While virtual machines are no security panacea, they diverge in what classes of bugs they can be affected by. Recent Qemu/libvirt supports running under seccomp.. ensuring even if the VM emulator is compromised, the host kernel's exposure remains drastically limited. Unlike qemu, you simply can't apply seccomp to a container without massively reducing its usefulness, or using a seccomp policy so liberal that it becomes impotent.
You could use seccomp with Docker by nesting it within a VM, but at that point Docker loses most of its value (and could be trivially replaced by a shell script with a cute UI).
Finally when a bug is discovered and needs to be patched, or a machine needs to be taken out of service, there is presently no easy way to live-migrate a container to another machine. The most recent attempt (out of I think 3 or 4 now) to add this ability to Linux appears to have stalled completely.
As a neat system for managing dev environments locally, it sounds great. As a boundary between mutually untrusted pieces of code, there are far better solutions, especially when the material difference in approaches amounts to a few seconds of your life at best, and somewhere south of 100mb in RAM.
If a web application has a vulnerability that allows arbitrary code execution then Docker is only a mild help.
BUT, it can help migrate a certain set of security problems. It is a very simple way to provide pretty good protection against file-traversal type vulnerabilities, even when combined with privilege escalation.
People shouldn't view Docker as a security "silver bullet". But at the same time it does provide an additional layer of security, and that layer can be useful.
The Docker people have a good post about the Docker security model, and they list two future improvements they see as important:
"map the root user of a container to a non-root user of the Docker host, to mitigate the effects of a container-to-host privilege escalation;"
"allow the Docker daemon to run without root privileges, and delegate operations requiring those privileges to well-audited sub-processes, each with its own (very limited) scope: virtual network setup, filesystem management, etc."

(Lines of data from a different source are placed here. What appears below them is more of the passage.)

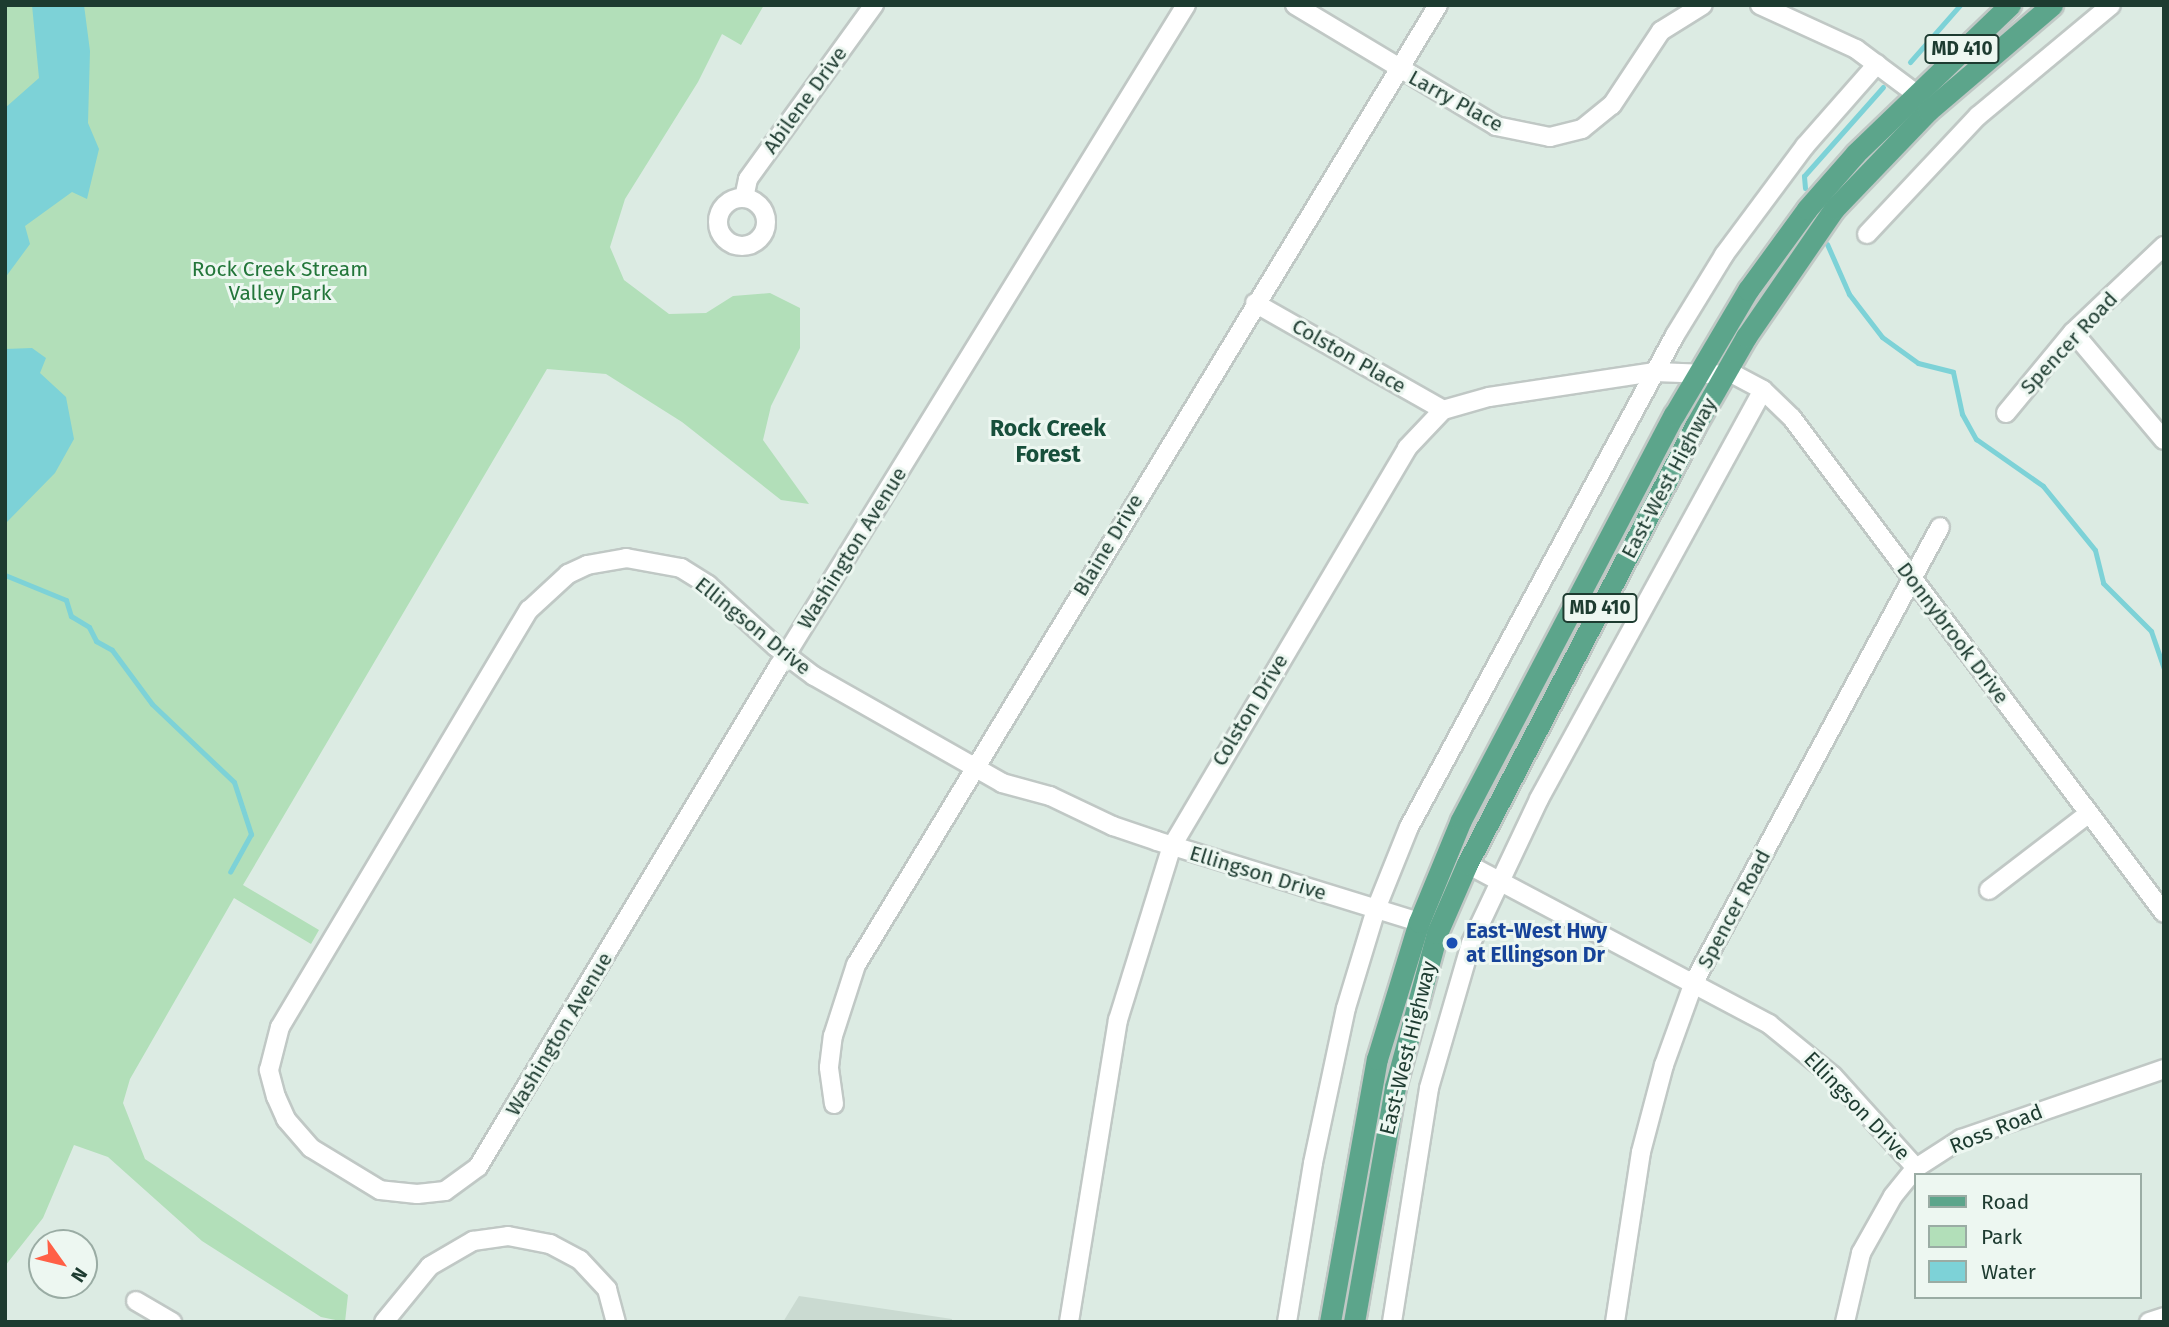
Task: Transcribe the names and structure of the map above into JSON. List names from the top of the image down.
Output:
{
  "streets": {
    "main road": ["MD 410", "East-West Highway"],
    "street": [
      "Abilene Drive",
      "Larry Place",
      "Spencer Road",
      "Colston Place",
      "Blaine Drive",
      "Washington Avenue",
      "Ellingson Drive",
      "Donnybrook Drive",
      "Colston Drive",
      "Ross Road"
    ]
  },
  "crossings": [
    ["Larry Place", "Blaine Drive"],
    ["Spencer Road", "Ellingson Drive"],
    ["Spencer Road", "Donnybrook Drive"],
    ["Colston Place", "Blaine Drive"],
    ["Colston Place", "Colston Drive"],
    ["East-West Highway", "Ellingson Drive"],
    ["East-West Highway", "Donnybrook Drive"],
    ["Blaine Drive", "Ellingson Drive"],
    ["Washington Avenue", "Ellingson Drive"],
    ["Ellingson Drive", "Colston Drive"],
    ["Ellingson Drive", "Ross Road"]
  ],
  "districts": ["Rock Creek Forest"],
  "parks": ["Rock Creek Stream Valley Park"],
  "places": ["East-West Hwy at Ellingson Dr"],
  "legend": ["Road", "Park", "Water"],
  "north": "bottom right"
}
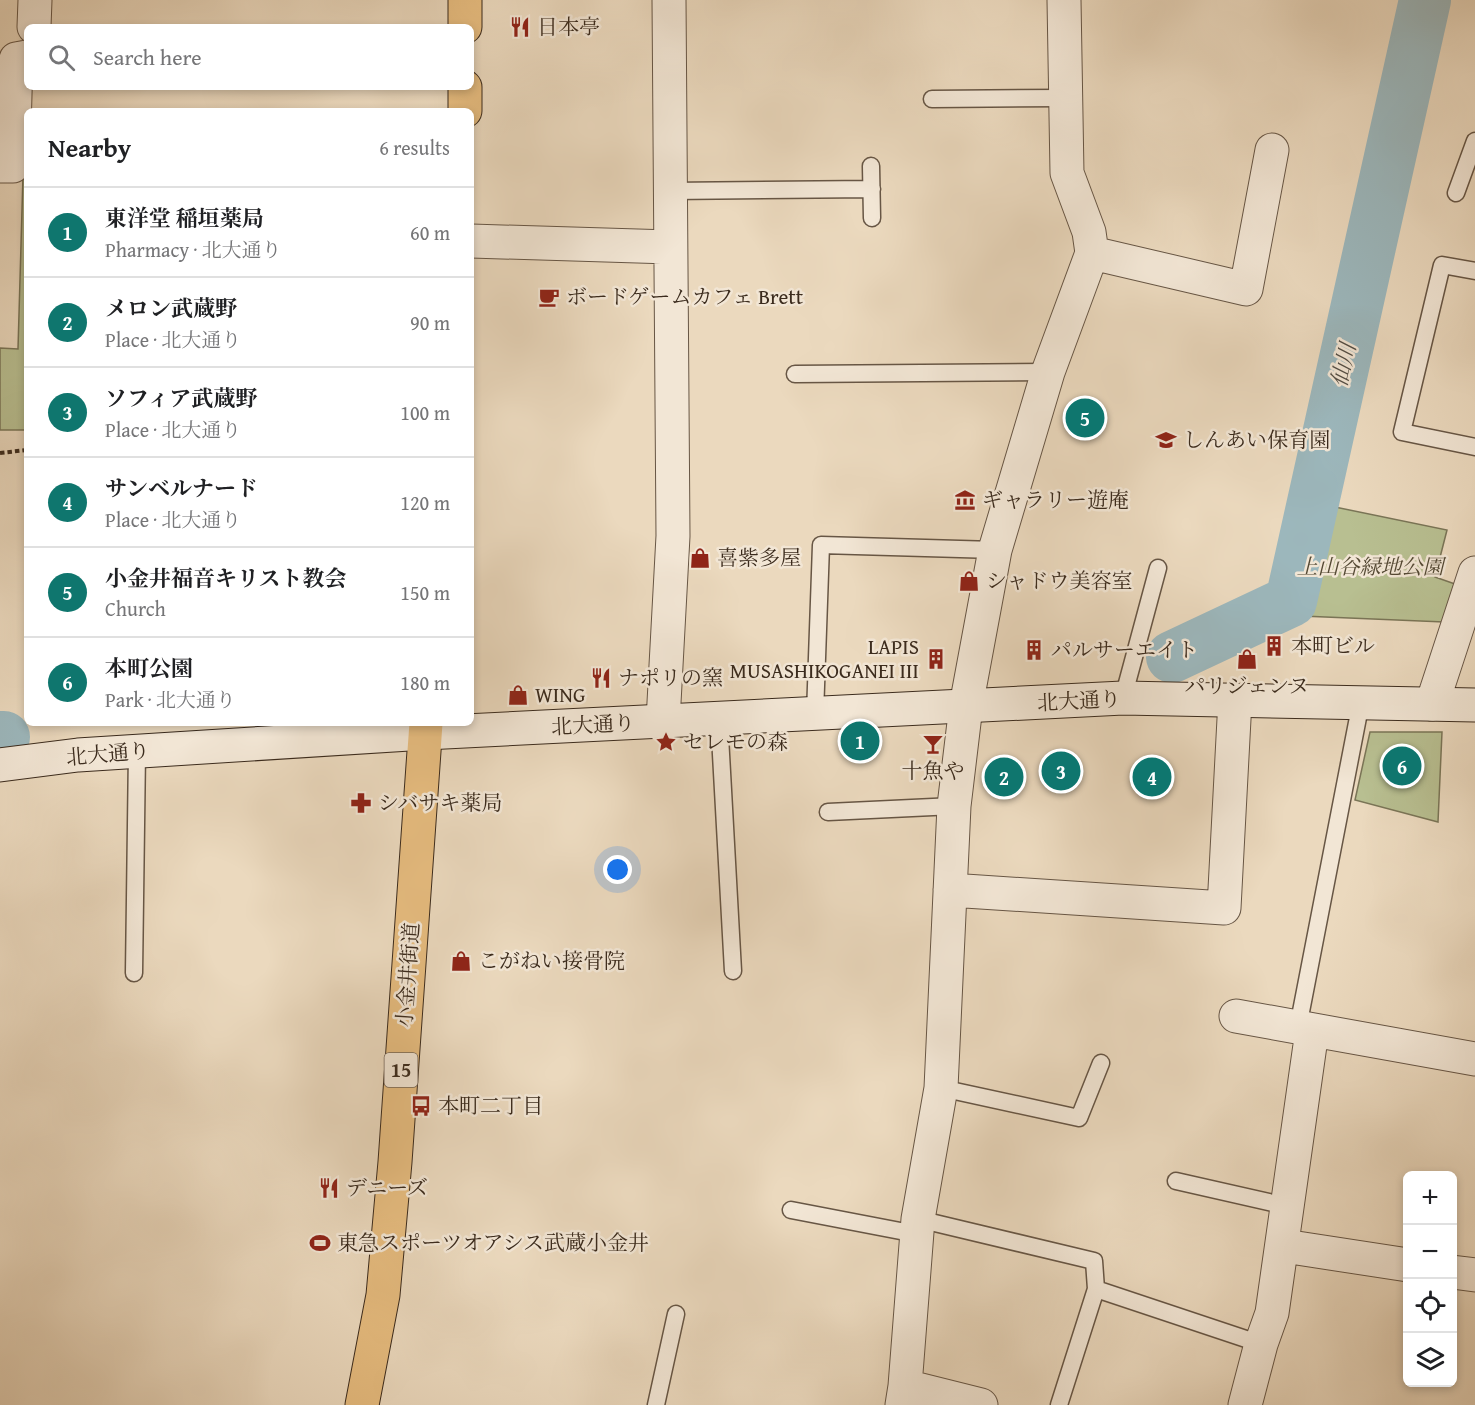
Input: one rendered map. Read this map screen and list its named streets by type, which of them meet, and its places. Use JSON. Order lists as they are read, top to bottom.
{
  "streets": {
    "main road": ["小金井街道", "15"],
    "street": ["北大通り"]
  },
  "crossings": [
    ["北大通り", "小金井街道"]
  ],
  "water": ["仙川"],
  "parks": ["上山谷緑地公園"],
  "places": {
    "restaurant": ["日本亭", "ナポリの窯", "デニーズ"],
    "cafe": ["ボードゲームカフェ Brett"],
    "school or university": ["しんあい保育園"],
    "museum": ["ギャラリー遊庵"],
    "shop": [
      "喜紫多屋",
      "シャドウ美容室",
      "パリジェンヌ",
      "WING",
      "こがねい接骨院"
    ],
    "building": ["本町ビル", "パルサーエイト", "LAPIS MUSASHIKOGANEI Ⅲ"],
    "place": ["セレモの森"],
    "bar": ["十魚や"],
    "pharmacy": ["シバサキ薬局"],
    "bus stop": ["本町二丁目"],
    "sports": ["東急スポーツオアシス武蔵小金井"]
  },
  "page": {
    "search": "Search here",
    "heading": ["Nearby", "6 results"],
    "list": [
      {
        "mark": "1",
        "name": "東洋堂 稲垣薬局",
        "note": "Pharmacy · 北大通り",
        "value": "60 m"
      },
      {
        "mark": "2",
        "name": "メロン武蔵野",
        "note": "Place · 北大通り",
        "value": "90 m"
      },
      {
        "mark": "3",
        "name": "ソフィア武蔵野",
        "note": "Place · 北大通り",
        "value": "100 m"
      },
      {
        "mark": "4",
        "name": "サンベルナード",
        "note": "Place · 北大通り",
        "value": "120 m"
      },
      {
        "mark": "5",
        "name": "小金井福音キリスト教会",
        "note": "Church",
        "value": "150 m"
      },
      {
        "mark": "6",
        "name": "本町公園",
        "note": "Park · 北大通り",
        "value": "180 m"
      }
    ],
    "pins": [
      "5",
      "1",
      "6",
      "3",
      "2",
      "4"
    ],
    "map_buttons": ["+", "−"]
  }
}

I think most people would agree these are important goal.
Note: there will probably be an OpenVZ backend available for Docker at some point :)
You list various facts that are mostly correct, but your conclusion is wrong. Docker absolutely does not reduce the range of security mitigations available to you.
Your mistake is to present docker as an alternative to those security mitigations. It's not an alternative - it presents you with a sane default which can get you pretty far (definitely further than you are implying). When the default does not fit your needs, you can fit Docker in a security apparatus that does.
The current default used by docker is basically pivot_root + namespaces + cgroups + capdrop, via the lxc scripts and a sane locked down configuration. Combined with a few extra measures like, say, apparmor confinement, dropping privileges inside the container with `docker run -u`, and healthy monitoring, you get an environment that is production-worthy for a large class of payloads out there. It's basically how Dotcloud, Heroku and almost every public "paas" service out there works. It's definitely not a good environment for all payloads - but like I said, it is definitely more robust than you imply.
So your first mistake is to dismiss the fact that linux containers are in fact an acceptable sandboxing mechanism for many payloads out there.
Your second mistake is to assume that if your payloads need something other than linux containers, you can't use Docker. Specifically:
> You cannot treat a docker container like a virtual machine – code running in the container has almost unfettered access to the parent kernel, and the millions of lines of often-buggy C that involves. For example with the right kernel configuration, this approach leaves the parent machine vulnerable to the recent x86_32 vulnerability (http://seclists.org/oss-sec/2014/q1/187) and many similar bugs in its class.
> The containers code in Linux is also so new that trivial security bugs are being found in it all the time – particularly in sysfs and procfs. I don't have a link right now, though LWN wrote about one a few weeks back.
> While virtual machines are no security panacea, they diverge in what classes of bugs they can be affected by. Recent Qemu/libvirt supports running under seccomp.. ensuring even if the VM emulator is compromised, the host kernel's exposure remains drastically limited. Unlike qemu, you simply can't apply seccomp to a container without massively reducing its usefulness, or using a seccomp policy so liberal that it becomes impotent.
Of course you're right, sometimes a container is not enough for sandboxing and you need a VM. Sometimes even a VM is not enough and you need physical machines. That's fine. Just install docker on all of the above, and map containers to the underlying machines in a way that is consistent with your security policy. Problem solved.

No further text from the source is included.